* What the task requires *
Below are records. Find each line in them that holds the word "order" and copy it.

Stored data
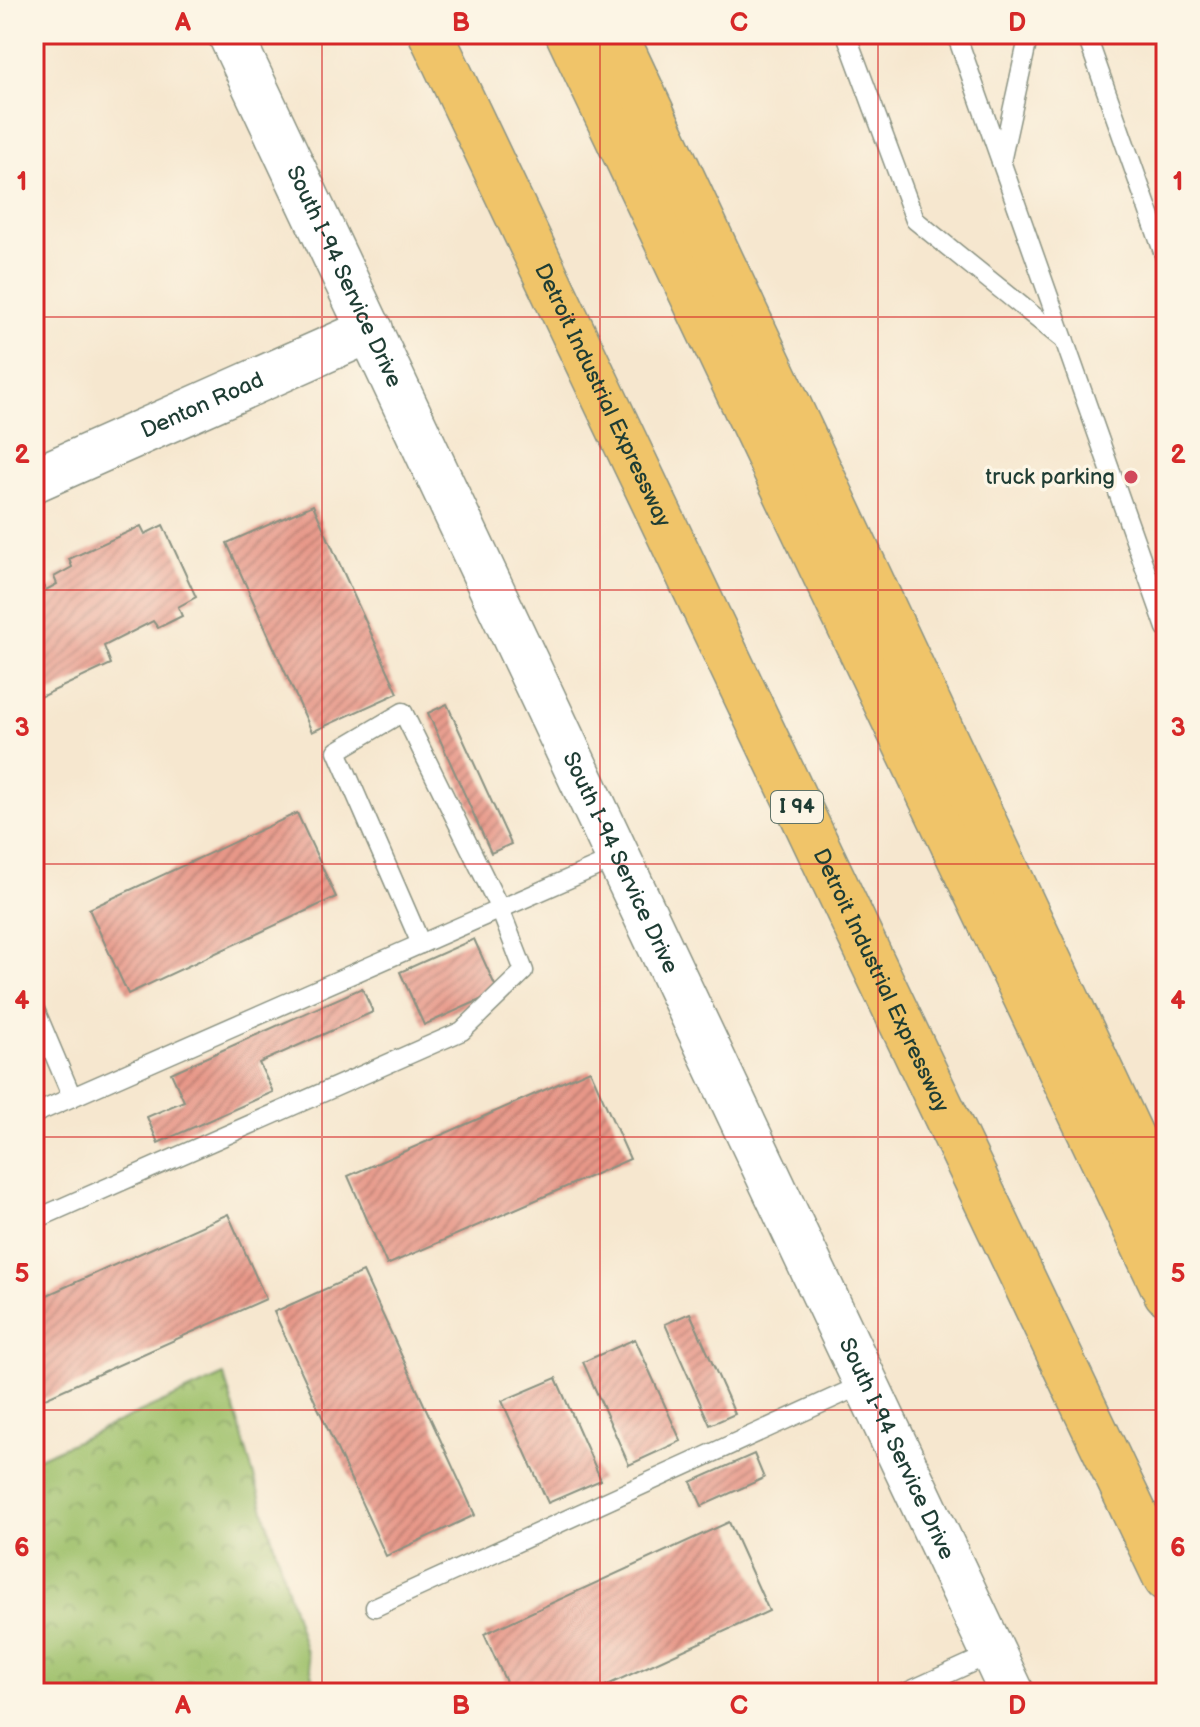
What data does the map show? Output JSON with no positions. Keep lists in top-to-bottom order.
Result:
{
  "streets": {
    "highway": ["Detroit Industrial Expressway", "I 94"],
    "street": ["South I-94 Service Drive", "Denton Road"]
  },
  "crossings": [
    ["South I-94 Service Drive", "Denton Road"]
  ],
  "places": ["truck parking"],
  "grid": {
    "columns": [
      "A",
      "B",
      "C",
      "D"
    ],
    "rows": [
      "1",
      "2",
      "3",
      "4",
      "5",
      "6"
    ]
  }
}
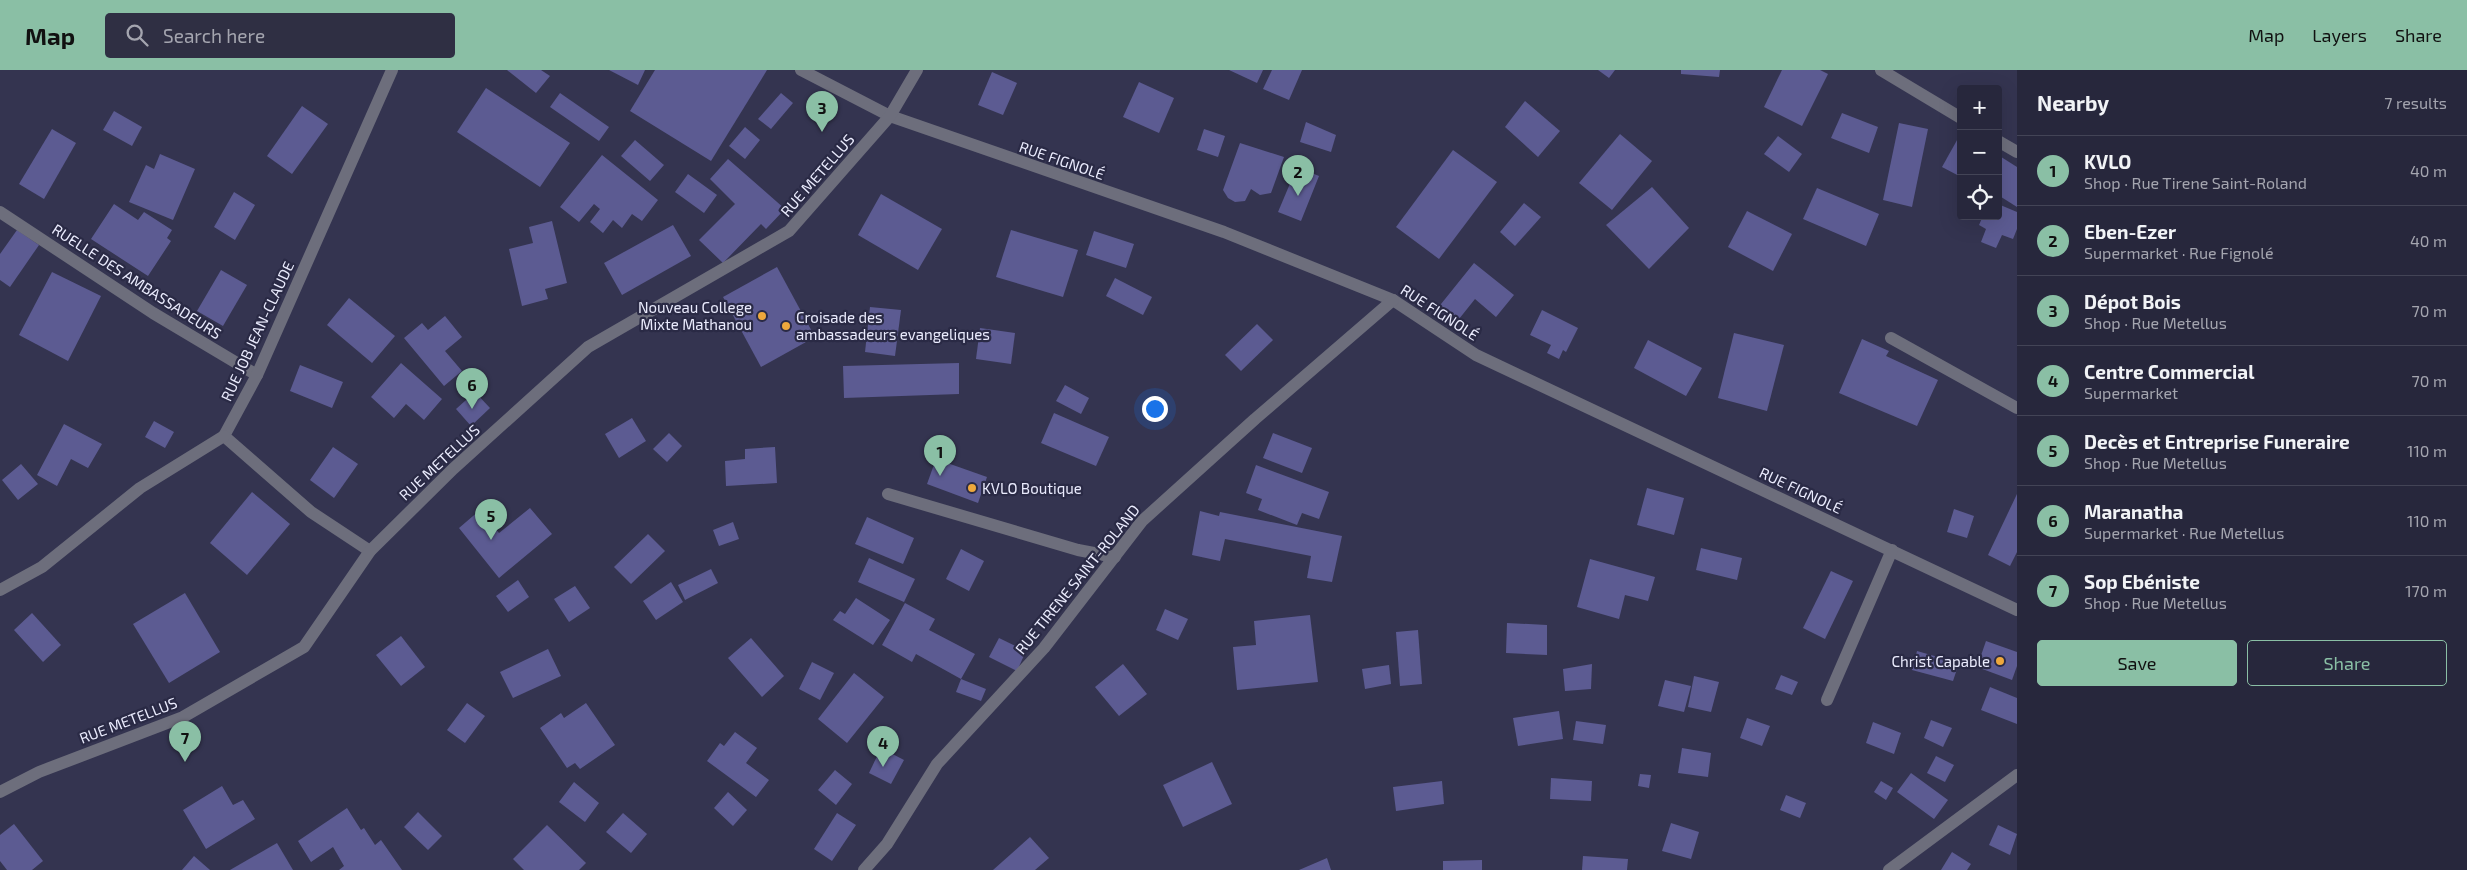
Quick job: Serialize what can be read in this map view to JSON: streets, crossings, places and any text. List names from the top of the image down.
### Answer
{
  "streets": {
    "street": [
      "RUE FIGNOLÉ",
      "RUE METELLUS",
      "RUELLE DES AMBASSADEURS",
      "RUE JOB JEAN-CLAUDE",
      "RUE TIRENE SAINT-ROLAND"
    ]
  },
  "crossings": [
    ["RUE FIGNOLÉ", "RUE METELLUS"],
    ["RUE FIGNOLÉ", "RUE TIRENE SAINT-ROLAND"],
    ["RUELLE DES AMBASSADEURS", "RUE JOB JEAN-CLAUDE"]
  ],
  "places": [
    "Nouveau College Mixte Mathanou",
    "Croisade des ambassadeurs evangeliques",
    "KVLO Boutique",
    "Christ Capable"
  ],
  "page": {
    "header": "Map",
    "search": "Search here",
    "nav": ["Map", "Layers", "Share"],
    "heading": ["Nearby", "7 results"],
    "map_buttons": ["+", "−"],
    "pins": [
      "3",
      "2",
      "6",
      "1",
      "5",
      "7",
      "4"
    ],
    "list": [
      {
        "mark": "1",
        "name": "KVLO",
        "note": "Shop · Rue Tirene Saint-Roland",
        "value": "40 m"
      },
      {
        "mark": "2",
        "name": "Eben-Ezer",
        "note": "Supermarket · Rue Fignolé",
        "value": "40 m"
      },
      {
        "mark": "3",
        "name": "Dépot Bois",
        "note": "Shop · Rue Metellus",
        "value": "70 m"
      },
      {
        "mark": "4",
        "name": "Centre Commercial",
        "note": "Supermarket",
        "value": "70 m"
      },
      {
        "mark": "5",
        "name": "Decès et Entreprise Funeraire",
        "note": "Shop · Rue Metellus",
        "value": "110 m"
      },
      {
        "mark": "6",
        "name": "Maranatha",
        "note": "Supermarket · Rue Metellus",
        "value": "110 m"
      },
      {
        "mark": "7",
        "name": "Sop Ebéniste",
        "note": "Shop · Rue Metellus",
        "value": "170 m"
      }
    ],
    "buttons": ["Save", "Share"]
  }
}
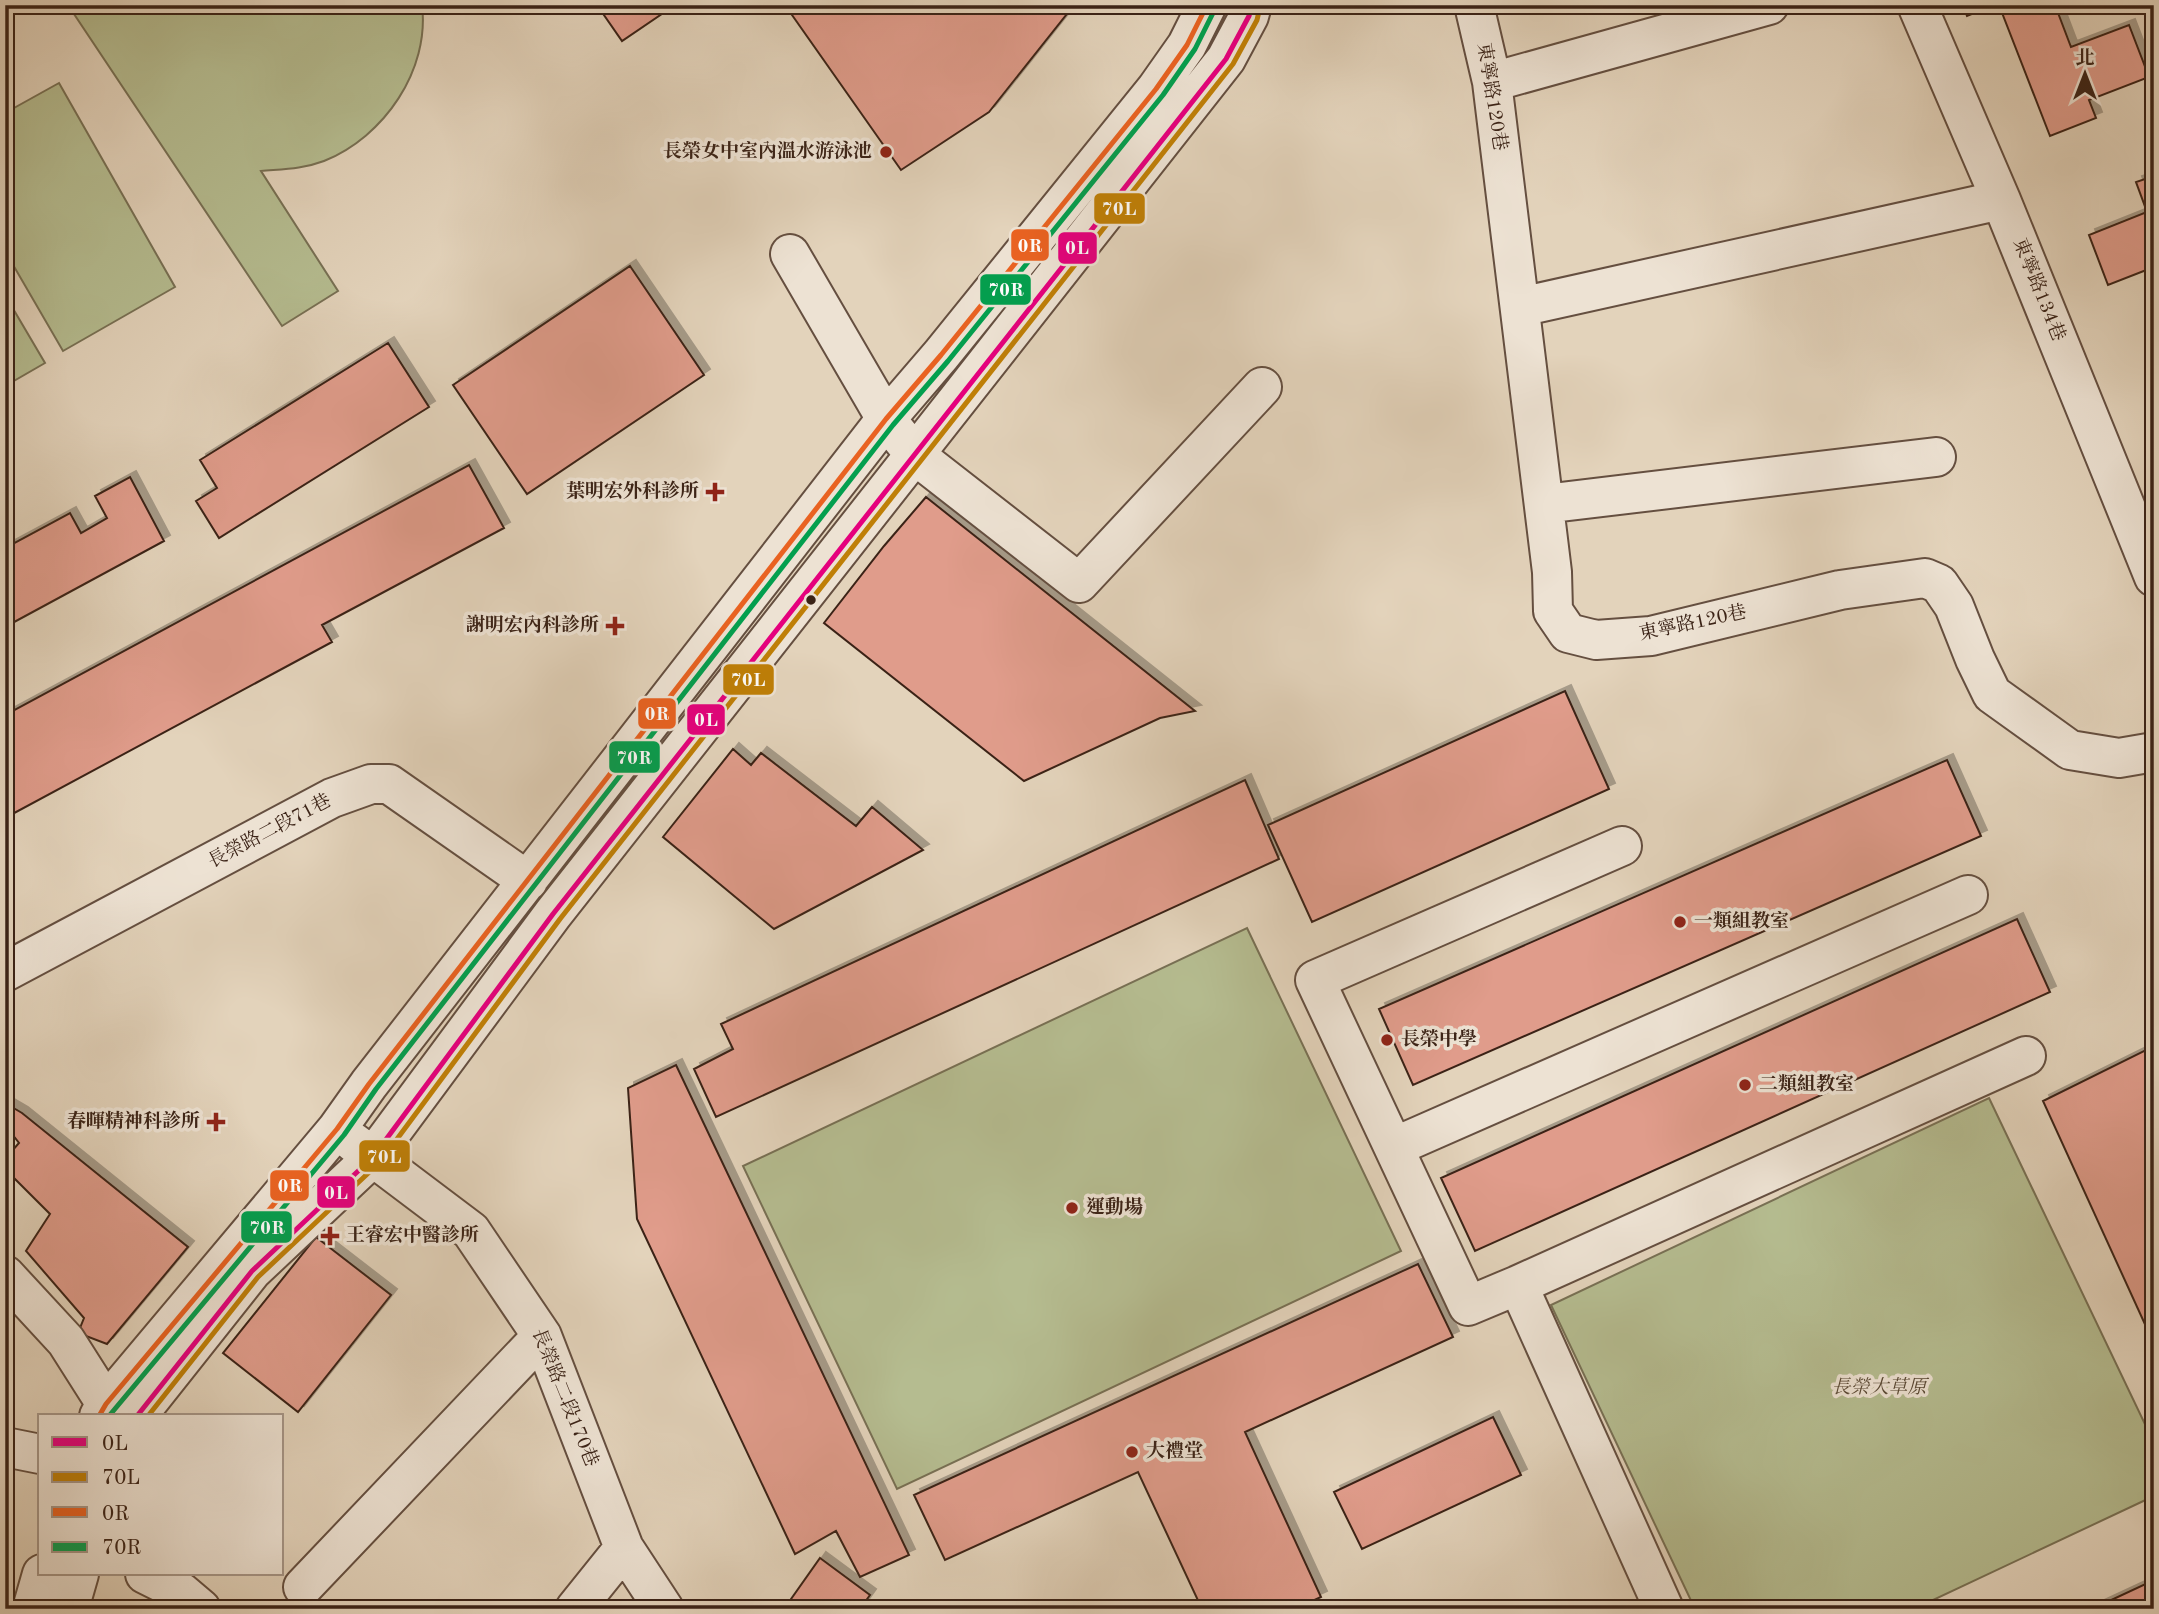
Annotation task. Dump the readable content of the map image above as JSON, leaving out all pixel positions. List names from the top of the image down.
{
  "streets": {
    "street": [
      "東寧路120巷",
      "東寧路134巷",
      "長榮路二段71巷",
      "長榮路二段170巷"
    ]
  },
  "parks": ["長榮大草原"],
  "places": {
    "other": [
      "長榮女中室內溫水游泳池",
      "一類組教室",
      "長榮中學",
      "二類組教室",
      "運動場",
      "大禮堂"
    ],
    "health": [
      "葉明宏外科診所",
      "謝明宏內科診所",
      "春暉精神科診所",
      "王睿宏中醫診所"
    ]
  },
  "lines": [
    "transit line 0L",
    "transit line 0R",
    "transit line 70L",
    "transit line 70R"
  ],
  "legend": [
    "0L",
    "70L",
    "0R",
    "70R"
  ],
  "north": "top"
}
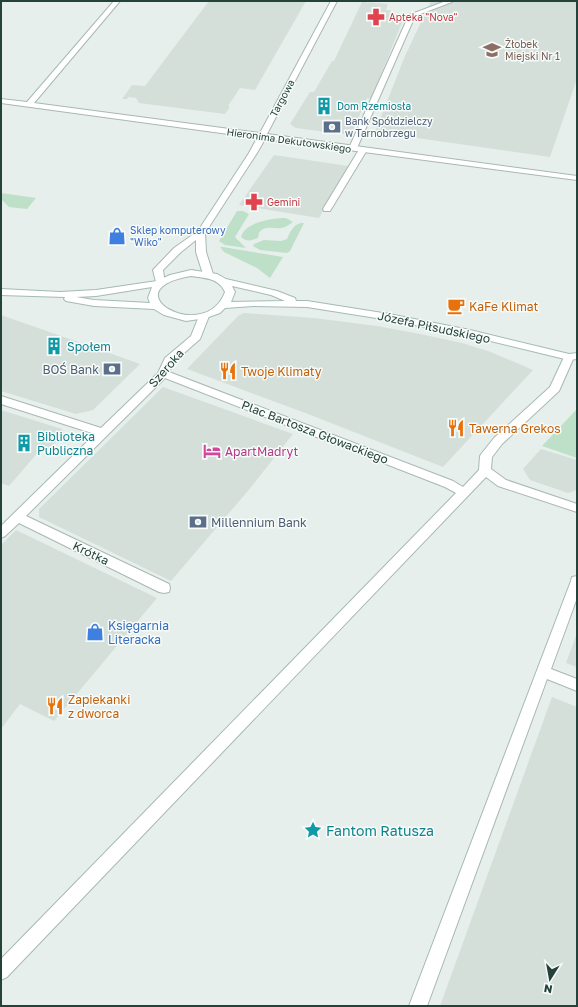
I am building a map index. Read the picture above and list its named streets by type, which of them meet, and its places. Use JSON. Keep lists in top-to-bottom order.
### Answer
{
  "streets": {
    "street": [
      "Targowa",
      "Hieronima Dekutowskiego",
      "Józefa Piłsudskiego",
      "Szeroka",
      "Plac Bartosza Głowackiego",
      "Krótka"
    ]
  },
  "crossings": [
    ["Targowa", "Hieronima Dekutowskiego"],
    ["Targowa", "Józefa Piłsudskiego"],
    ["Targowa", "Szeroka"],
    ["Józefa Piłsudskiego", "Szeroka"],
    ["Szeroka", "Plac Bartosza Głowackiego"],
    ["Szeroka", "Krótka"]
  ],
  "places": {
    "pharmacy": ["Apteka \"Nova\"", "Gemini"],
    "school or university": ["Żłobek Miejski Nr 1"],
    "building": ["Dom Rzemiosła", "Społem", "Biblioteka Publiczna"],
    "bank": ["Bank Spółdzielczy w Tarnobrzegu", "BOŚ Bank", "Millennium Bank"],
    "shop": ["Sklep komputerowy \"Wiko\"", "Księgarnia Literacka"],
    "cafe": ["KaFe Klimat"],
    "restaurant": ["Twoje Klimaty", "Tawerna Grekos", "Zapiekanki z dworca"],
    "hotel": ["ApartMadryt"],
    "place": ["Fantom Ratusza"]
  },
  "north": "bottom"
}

* Written answer *
What data does the map show? Output JSON with no positions. Keep lists in top-to-bottom order.
I am building a map index. Read the picture above and list its named streets by type, which of them meet, and its places. Use JSON. Keep lists in top-to-bottom order.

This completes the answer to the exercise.